Da lista de desafios do setor, foram debatidos alguns pilares como variedades e manejo da lavoura. Foram apresentados também,​ dados científicos sobre as variedades disponíveis no mercado e informações que podem ajudar o agricultor a produzir mais e melhor. Ainda no encontro, para falar de plantio e colheita, as empresas John Deere, Lummus e Busa representaram o setor de máquinas e implementos. Foram apresentados caminhos para aumentar a produtividade a partir de inovações tecnológicas, especialmente na hora da colheita do algodão.
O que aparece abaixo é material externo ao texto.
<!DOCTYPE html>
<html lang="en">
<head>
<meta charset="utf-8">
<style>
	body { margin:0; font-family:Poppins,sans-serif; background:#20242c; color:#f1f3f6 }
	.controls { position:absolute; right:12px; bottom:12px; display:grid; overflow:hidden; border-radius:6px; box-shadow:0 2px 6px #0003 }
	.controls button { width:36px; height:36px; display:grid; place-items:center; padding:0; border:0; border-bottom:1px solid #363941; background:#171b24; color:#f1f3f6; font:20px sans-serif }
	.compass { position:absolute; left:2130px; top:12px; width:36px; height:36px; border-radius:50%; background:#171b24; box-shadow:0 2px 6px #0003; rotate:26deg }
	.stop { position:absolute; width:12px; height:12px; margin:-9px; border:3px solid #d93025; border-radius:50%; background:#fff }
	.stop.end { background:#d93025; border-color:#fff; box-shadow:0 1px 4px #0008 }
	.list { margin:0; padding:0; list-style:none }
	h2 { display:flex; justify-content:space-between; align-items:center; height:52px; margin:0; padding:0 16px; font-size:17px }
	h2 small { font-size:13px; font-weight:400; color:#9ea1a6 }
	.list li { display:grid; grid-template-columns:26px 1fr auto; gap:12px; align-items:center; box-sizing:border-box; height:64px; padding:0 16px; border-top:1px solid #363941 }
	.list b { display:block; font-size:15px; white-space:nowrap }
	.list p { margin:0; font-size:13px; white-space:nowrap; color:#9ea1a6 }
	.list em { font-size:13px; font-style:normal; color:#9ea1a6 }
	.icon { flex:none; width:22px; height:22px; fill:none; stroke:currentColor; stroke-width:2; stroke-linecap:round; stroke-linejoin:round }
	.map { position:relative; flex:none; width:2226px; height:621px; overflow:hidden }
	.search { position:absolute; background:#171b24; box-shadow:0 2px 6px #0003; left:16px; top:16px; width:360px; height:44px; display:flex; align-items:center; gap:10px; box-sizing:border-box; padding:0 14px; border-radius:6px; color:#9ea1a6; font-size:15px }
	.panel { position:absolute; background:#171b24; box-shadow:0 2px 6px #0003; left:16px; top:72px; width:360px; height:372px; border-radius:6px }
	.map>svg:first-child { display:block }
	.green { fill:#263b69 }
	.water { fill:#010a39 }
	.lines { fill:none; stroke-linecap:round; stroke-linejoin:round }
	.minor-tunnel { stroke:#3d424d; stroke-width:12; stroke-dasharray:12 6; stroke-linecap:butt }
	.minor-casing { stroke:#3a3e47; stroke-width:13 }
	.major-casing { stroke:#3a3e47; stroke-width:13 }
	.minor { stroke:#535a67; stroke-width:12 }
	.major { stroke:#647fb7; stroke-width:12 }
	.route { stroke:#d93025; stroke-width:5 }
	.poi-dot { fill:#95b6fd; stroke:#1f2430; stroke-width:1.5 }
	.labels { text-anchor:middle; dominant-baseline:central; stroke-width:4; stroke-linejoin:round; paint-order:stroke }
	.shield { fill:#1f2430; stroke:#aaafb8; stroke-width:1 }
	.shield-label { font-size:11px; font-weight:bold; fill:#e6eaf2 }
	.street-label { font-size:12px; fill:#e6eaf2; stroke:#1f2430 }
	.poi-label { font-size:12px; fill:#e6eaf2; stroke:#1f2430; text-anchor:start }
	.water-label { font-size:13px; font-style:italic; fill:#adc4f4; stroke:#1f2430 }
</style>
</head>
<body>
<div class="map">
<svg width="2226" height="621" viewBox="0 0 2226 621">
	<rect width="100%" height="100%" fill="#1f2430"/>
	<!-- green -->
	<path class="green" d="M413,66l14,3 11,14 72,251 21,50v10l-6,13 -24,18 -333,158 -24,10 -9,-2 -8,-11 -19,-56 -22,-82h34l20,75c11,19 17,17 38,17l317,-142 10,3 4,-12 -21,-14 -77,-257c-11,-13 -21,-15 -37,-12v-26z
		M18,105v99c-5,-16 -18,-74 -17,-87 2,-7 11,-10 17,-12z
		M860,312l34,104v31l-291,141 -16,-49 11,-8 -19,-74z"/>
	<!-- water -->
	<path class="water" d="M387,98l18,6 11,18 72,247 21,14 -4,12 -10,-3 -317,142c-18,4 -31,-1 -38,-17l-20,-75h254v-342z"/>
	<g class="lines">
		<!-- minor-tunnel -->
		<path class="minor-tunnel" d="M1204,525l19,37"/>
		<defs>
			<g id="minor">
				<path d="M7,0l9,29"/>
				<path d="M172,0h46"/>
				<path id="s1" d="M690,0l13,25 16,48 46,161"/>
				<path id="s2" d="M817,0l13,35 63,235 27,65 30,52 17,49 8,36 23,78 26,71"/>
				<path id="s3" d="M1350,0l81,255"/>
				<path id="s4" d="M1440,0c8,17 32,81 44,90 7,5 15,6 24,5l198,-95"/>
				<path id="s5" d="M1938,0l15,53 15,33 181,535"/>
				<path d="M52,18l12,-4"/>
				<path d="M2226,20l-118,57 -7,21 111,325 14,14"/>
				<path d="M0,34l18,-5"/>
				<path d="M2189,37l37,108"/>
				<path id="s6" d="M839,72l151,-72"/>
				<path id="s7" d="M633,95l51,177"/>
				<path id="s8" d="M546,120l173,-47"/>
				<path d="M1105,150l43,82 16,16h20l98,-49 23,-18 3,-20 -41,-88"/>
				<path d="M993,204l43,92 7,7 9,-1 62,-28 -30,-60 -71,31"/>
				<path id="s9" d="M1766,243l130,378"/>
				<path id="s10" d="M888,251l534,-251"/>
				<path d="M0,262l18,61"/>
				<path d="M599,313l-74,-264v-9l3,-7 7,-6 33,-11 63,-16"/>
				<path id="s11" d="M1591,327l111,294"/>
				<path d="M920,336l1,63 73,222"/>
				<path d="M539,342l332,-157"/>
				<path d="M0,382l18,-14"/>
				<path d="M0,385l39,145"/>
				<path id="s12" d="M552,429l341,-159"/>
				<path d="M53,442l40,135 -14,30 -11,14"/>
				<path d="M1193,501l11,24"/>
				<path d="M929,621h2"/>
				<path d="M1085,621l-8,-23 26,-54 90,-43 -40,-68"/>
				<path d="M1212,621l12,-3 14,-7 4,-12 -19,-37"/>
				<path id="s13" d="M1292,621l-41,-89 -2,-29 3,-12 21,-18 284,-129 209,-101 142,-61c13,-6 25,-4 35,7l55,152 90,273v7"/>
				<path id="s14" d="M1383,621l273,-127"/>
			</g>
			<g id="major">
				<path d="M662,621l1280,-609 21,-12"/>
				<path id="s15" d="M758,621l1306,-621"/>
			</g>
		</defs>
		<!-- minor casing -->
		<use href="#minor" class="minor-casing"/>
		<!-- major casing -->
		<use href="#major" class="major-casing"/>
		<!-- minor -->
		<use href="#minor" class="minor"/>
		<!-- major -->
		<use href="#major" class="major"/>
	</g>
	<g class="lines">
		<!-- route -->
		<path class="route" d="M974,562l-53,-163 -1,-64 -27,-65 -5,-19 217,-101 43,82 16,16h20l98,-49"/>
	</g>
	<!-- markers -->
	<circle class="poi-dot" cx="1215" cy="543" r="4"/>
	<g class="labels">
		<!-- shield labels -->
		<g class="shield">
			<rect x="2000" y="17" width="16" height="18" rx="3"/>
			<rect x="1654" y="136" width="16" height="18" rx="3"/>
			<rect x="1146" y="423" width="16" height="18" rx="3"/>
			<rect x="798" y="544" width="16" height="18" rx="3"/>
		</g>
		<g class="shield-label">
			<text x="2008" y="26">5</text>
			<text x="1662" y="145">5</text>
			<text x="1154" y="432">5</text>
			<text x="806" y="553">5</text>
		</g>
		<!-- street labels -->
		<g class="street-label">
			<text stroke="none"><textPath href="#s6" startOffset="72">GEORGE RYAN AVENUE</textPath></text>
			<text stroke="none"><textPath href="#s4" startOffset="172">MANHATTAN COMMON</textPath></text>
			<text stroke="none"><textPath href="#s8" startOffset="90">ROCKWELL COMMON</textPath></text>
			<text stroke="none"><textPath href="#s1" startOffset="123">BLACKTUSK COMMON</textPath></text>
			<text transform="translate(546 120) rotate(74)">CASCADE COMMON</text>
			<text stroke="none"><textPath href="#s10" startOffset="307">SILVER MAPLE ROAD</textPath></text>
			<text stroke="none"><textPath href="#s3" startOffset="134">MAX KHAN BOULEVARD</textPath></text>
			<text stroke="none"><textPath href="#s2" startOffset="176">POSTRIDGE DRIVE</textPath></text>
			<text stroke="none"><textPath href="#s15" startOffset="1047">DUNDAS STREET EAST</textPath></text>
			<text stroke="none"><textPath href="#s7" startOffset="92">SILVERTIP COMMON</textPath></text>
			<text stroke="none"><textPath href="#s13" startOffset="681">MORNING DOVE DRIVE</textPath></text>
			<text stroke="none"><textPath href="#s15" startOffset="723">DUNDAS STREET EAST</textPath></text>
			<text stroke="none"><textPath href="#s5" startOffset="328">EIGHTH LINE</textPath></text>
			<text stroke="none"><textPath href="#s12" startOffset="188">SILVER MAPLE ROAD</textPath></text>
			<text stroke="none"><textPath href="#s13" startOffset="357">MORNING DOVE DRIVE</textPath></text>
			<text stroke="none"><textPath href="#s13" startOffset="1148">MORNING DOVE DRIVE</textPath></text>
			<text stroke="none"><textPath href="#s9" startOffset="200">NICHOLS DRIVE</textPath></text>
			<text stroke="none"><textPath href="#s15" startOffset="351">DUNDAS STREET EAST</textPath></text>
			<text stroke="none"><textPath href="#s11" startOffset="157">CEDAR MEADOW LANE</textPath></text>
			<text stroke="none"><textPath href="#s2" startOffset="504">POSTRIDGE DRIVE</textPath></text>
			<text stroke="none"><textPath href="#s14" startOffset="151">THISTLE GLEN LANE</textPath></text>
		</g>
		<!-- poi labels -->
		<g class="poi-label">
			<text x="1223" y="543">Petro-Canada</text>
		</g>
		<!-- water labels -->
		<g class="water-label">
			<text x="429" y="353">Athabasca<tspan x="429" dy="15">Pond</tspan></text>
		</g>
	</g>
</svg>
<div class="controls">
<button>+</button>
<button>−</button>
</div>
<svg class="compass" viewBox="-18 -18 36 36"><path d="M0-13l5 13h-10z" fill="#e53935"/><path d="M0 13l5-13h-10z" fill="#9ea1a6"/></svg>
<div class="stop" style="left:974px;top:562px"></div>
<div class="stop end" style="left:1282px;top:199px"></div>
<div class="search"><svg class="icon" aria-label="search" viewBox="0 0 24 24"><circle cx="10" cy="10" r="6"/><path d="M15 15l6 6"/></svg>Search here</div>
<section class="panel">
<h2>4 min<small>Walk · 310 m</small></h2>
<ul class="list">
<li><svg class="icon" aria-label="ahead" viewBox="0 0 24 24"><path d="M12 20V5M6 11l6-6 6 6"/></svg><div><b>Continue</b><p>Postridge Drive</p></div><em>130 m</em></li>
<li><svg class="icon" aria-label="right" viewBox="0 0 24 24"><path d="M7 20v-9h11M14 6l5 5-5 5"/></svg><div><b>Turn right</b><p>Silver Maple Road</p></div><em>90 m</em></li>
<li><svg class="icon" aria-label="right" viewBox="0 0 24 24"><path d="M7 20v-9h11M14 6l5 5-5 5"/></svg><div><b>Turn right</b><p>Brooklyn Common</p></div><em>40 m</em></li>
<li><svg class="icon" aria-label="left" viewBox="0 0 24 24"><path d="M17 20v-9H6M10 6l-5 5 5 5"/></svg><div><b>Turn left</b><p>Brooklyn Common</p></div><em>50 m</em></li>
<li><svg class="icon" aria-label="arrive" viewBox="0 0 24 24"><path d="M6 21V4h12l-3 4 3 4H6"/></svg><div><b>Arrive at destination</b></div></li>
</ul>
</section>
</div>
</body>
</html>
Programa Standard Brasil HVI Das prioridades do setor, está o desafio de padronizar e centralizar os resultados de HVI (High Volume Instrument). Na visão do presidente da Abrapa, João Carlos Jacobsen, uma das próximas grandes viradas de chave para a cotonicultura ocorrerá com a criação do Laboratório Central de Referência (LCR) e a implementação do software de gestão do programa Standard Brasil HVI. Localizado próximo a Brasília (DF), o laboratório deverá estar pronto em setembro para começar a funcionar oficialmente na safra 2016/2017. Ali serão conferidas as análises de até 2% dos testes de HVIs feitos por outros laboratórios brasileiros, o que deve aumentar o controle da qualidade da fibra. “Os dados gerais da qualidade serão oferecidos pela Abrapa, mas o produtor receberá uma análise completa individual sobre seus lotes”, explica Jacobsen. O projeto deverá reduzir gargalos que ainda existem na hora de analisar a qualidade da fibra.

Para concluir o encontro, a SLC Agrícola apresentou resultados obtidos a partir de técnicas de manejo em formação de lotes. A empresa é a maior produtora de algodão do País, com lavouras no Mato Grosso, Mato Grosso do Sul, Goiás, Maranhão e Bahia.